Prisma Deploys Rust‑Rewritten Bun to Production, Fixing Memory Leaks and SQL Pool Hang
Prisma moved its Compute service to the Rust‑rewritten Bun canary build, demonstrating that the new runtime eliminates a severe memory‑leak OOM scenario and a scale‑to‑zero SQL connection‑pool deadlock that plagued the stable version, and explains why a canary was chosen for production.
Bun's near‑million‑line Rust rewrite has moved beyond test pass rates; Prisma made a bold move by running the public beta of Prisma Compute on the Bun Rust canary build, not just in local trials or internal stress tests, but in real production workloads.
Two critical issues in stable Bun
In specific S3 read scenarios, the stable version continuously consumes memory until the process is OOM‑killed.
After a scale‑to‑zero resume, the stable SQL connection pool can become permanently stuck.
Both problems disappear when switching to the Rust rewrite.
Memory‑leak benchmark
Reproduction steps (run in a 1 GiB Linux container): repeatedly call Bun.S3File.arrayBuffer() on the same S3 object, then invoke Bun.gc(true) to force a full garbage collection.
With stable Bun 1.3.14+0d9b296af, RSS memory keeps rising, crossing 900 MiB after about 96 loops and eventually being killed by OOM. The JavaScript heap is cleared, yet the process memory grows, indicating a serious leak for long‑running services.
Using the Rust canary 1.3.14-canary.1+172afa532, the same script runs 4 096 loops without exceeding the threshold; the observed RSS peak is roughly 118 MiB and the memory curve stays flat.
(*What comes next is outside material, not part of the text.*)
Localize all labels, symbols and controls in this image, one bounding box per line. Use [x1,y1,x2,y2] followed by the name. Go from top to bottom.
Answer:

This concrete comparison shows that the Rust version mitigates the leak far more effectively than any generic claim about Rust’s safety.
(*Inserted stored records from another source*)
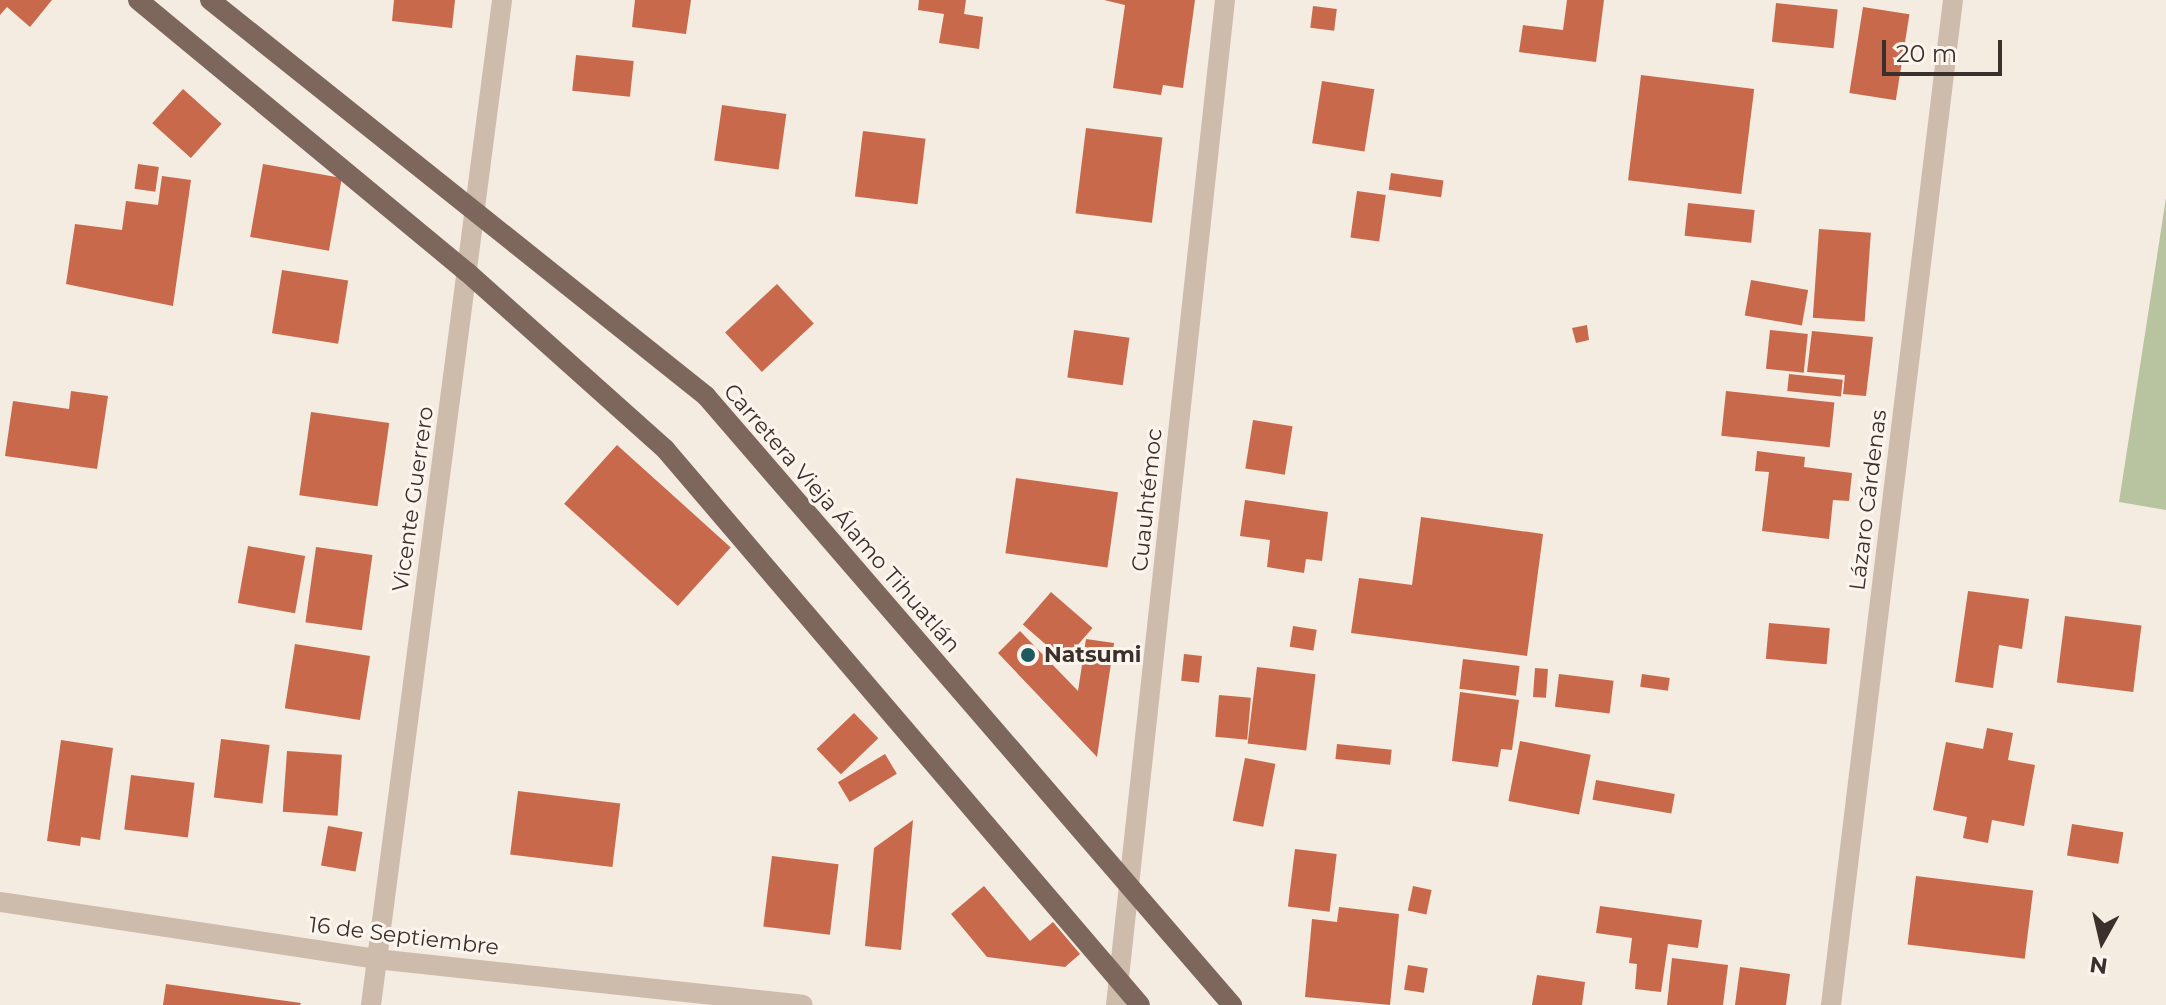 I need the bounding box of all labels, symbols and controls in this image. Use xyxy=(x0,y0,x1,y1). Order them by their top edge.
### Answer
scale bar xyxy=(1886,24,2006,74)
text: 20 m xyxy=(1896,39,1957,68)
street label: Carretera Vieja Álamo Tihuatlán xyxy=(718,378,966,658)
street label: Vicente Guerrero xyxy=(387,405,439,593)
street label: Lázaro Cárdenas xyxy=(1844,408,1892,592)
street label: Cuauhtémoc xyxy=(1126,427,1168,573)
place label: Natsumi xyxy=(1044,642,1141,668)
marker: Natsumi xyxy=(1019,646,1037,664)
north arrow xyxy=(2062,901,2142,981)
street label: 16 de Septiembre xyxy=(308,911,500,961)
text: N xyxy=(2088,951,2109,980)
SQL connection‑pool deadlock after scale‑to‑zero
Prisma Compute supports scale‑to‑zero: instances pause when idle and resume on new traffic. During the pause, network connections may drop and idle database connections become invalid. The stable Bun SQL pool still counts these dead connections as available, causing new queries to wait forever without errors, auto‑reconnect, or crashes.
For services that rely on frequent pause‑resume cycles, this results in a product‑level failure: the first SQL query after wake‑up hangs indefinitely, rendering performance metrics meaningless.
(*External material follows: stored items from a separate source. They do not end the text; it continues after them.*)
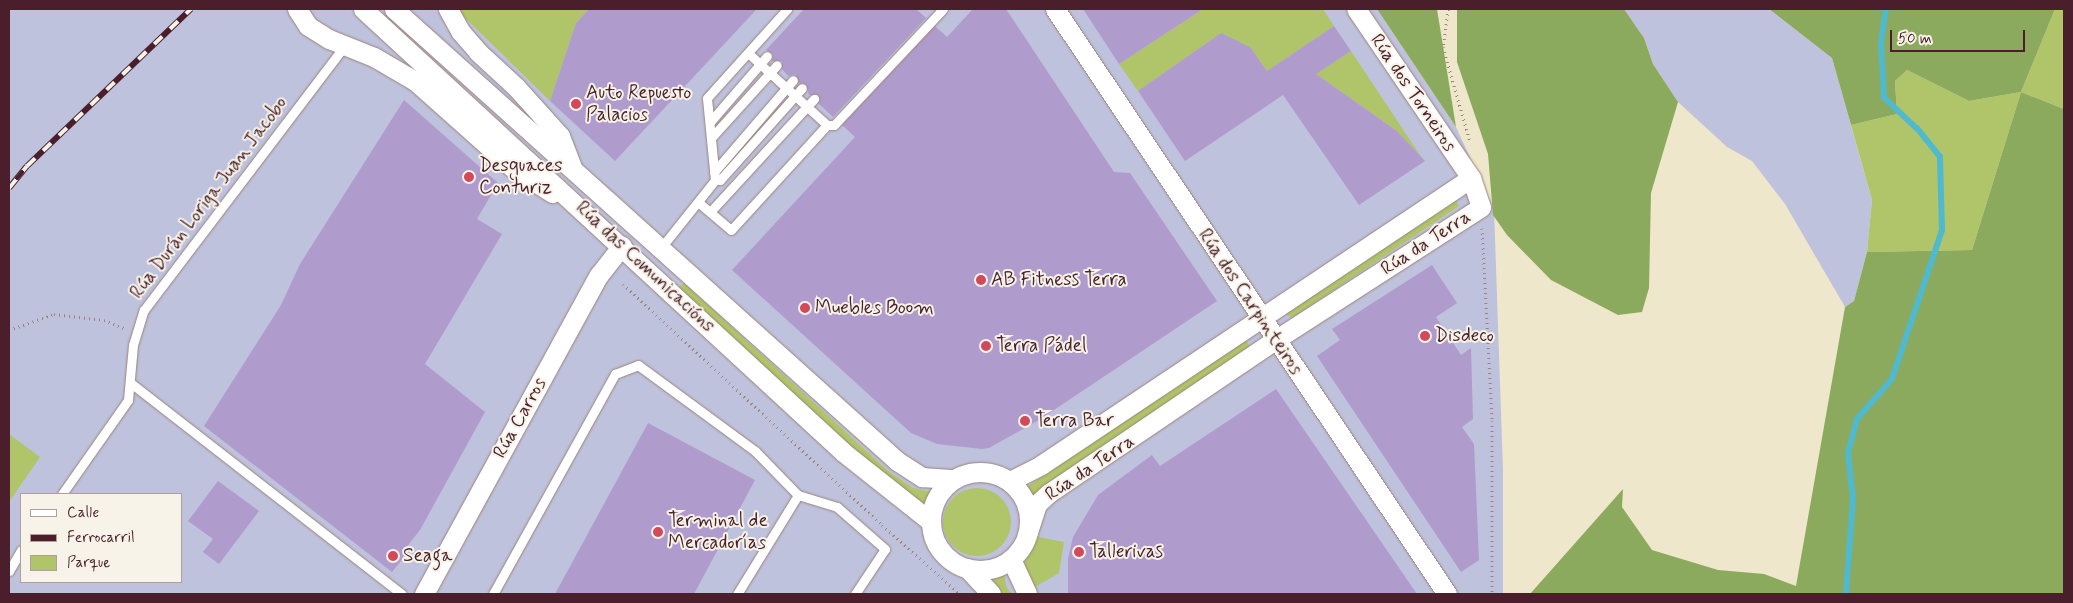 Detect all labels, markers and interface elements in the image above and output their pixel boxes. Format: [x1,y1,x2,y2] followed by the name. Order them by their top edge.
[1893,20,2028,52] scale bar
[1364,28,1462,158] street label: Rúa dos Torneiros
[1898,29,1932,49] text: 50 m
[586,82,693,126] place label: Auto Repuesto Palacios
[126,93,292,303] street label: Rúa Durán Loriga Juan Jacobo
[570,98,582,110] marker: Auto Repuesto Palacios
[479,155,562,199] place label: Desguaces Conturiz
[463,171,475,183] marker: Desguaces Conturiz
[568,194,722,340] street label: Rúa das Comunicacións
[1378,206,1474,280] street label: Rúa da Terra
[1195,229,1305,375] street label: Rúa dos Carpinteiros
[991,269,1130,291] place label: AB Fitness Terra
[975,274,987,286] marker: AB Fitness Terra
[815,297,932,319] place label: Muebles Boom
[799,302,811,314] marker: Muebles Boom
[1435,325,1494,347] place label: Disdeco
[1419,330,1431,342] marker: Disdeco
[996,335,1087,357] place label: Terra Pádel
[980,340,992,352] marker: Terra Pádel
[488,373,552,463] street label: Rúa Carros
[1035,410,1112,432] place label: Terra Bar
[1019,415,1031,427] marker: Terra Bar
[1042,431,1138,505] street label: Rúa da Terra
[20,493,182,583] legend
[67,503,99,523] text: Calle
[668,510,767,554] place label: Terminal de Mercadorías
[652,526,664,538] marker: Terminal de Mercadorías
[67,528,135,548] text: Ferrocarril
[1089,541,1163,563] place label: Tallerivas
[403,545,452,567] place label: Seaga
[1073,546,1085,558] marker: Tallerivas
[387,550,399,562] marker: Seaga
[67,553,110,573] text: Parque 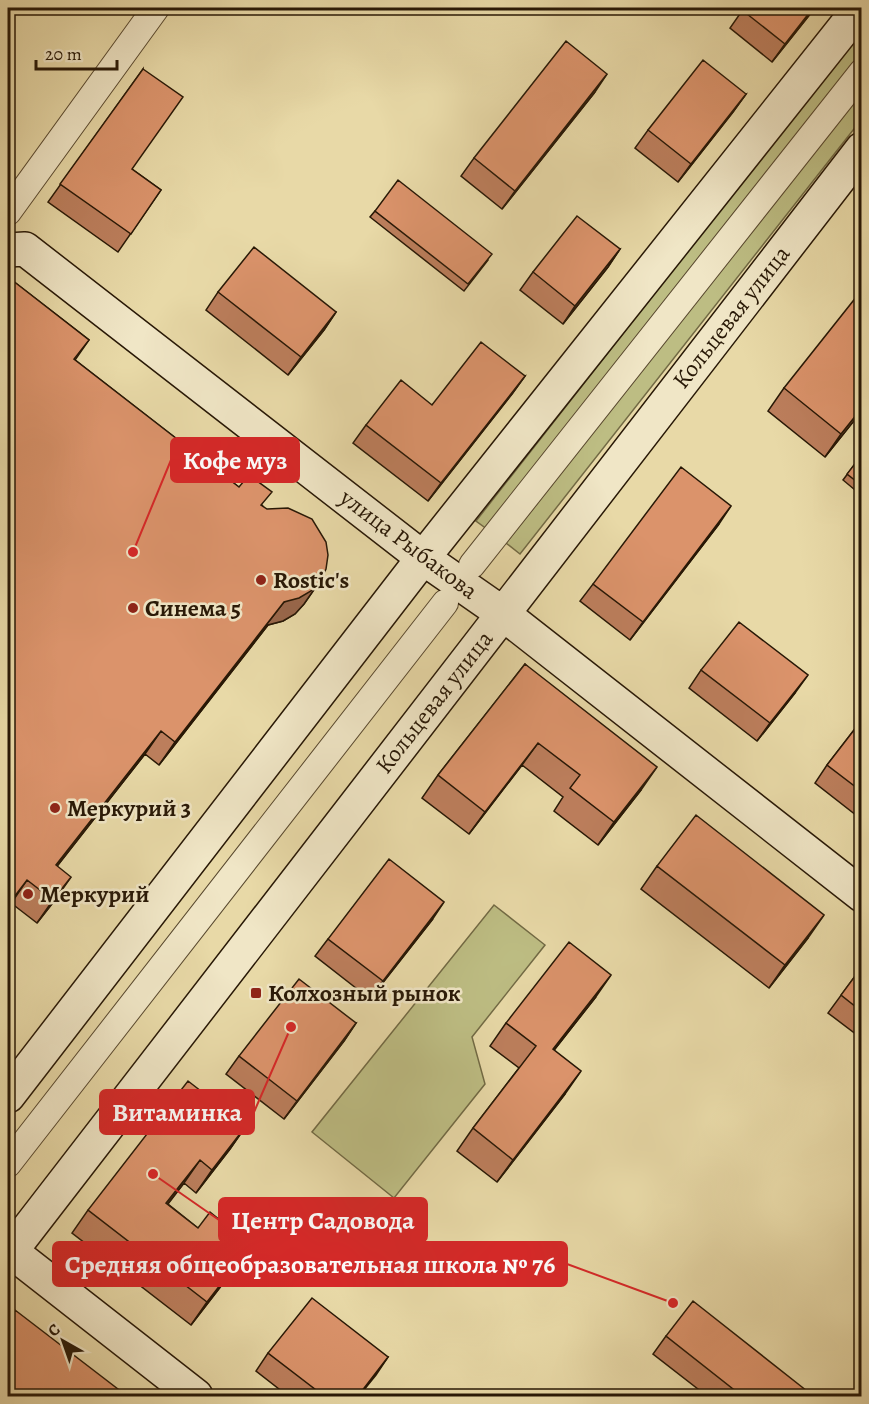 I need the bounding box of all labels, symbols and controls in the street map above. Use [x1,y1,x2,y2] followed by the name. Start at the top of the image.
[36,33,117,71] scale bar
[45,42,82,66] text: 20 m
[665,239,797,395] street label: Кольцевая улица
[171,438,299,482] callout: Кофе муз
[183,443,287,478] text: Кофе муз
[333,481,485,607] street label: улица Рыбакова
[273,564,349,596] place label: Rostic's
[254,573,268,587] marker: Rostic's
[145,592,241,624] place label: Синема 5
[126,601,140,615] marker: Синема 5
[368,624,500,780] street label: Кольцевая улица
[67,792,191,824] place label: Меркурий 3
[48,801,62,815] marker: Меркурий 3
[40,878,150,910] place label: Меркурий
[21,887,35,901] marker: Меркурий
[268,977,461,1009] place label: Колхозный рынок
[249,986,263,1000] marker: Колхозный рынок
[100,1090,254,1134] callout: Витаминка
[112,1095,243,1130] text: Витаминка
[219,1198,427,1242] callout: Центр Садовода
[231,1203,415,1238] text: Центр Садовода
[53,1242,567,1286] callout: Средняя общеобразовательная школа № 76
[65,1247,555,1282] text: Средняя общеобразовательная школа № 76
[33,1311,93,1371] north arrow
[43,1319,65,1342] text: С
Prisma reports that after switching to the Rust canary, this connection‑pool recovery issue no longer appears.
Prisma clarifies it does not claim the Rust version fixes every SQL‑pool problem, only that the specific fault they repeatedly observed is gone.
Why Prisma chose a canary for production
Typically production prefers stable releases, but Prisma faced three options:
Continue with the stable version, accepting the known memory leak and connection‑pool deadlock.
Maintain a private, patched Bun branch indefinitely.
Use the Rust canary that passes existing tests and feed production feedback upstream.
Prisma selected the third option. The decision was not based on a belief that “new code is inherently more reliable,” but on a pragmatic engineering judgment: a tested canary is safer than a stable version already proven to fail.
Because Prisma Compute is still in public beta, the team can iterate quickly, reproduce production failures in a minimal environment, submit them to Bun, verify fixes on the canary, and then redeploy.
This feedback loop is crucial for runtime projects: benchmarks show speed, test suites cover known behavior, but only real services expose the interaction of memory usage, connection pools, pause‑resume, and network anomalies.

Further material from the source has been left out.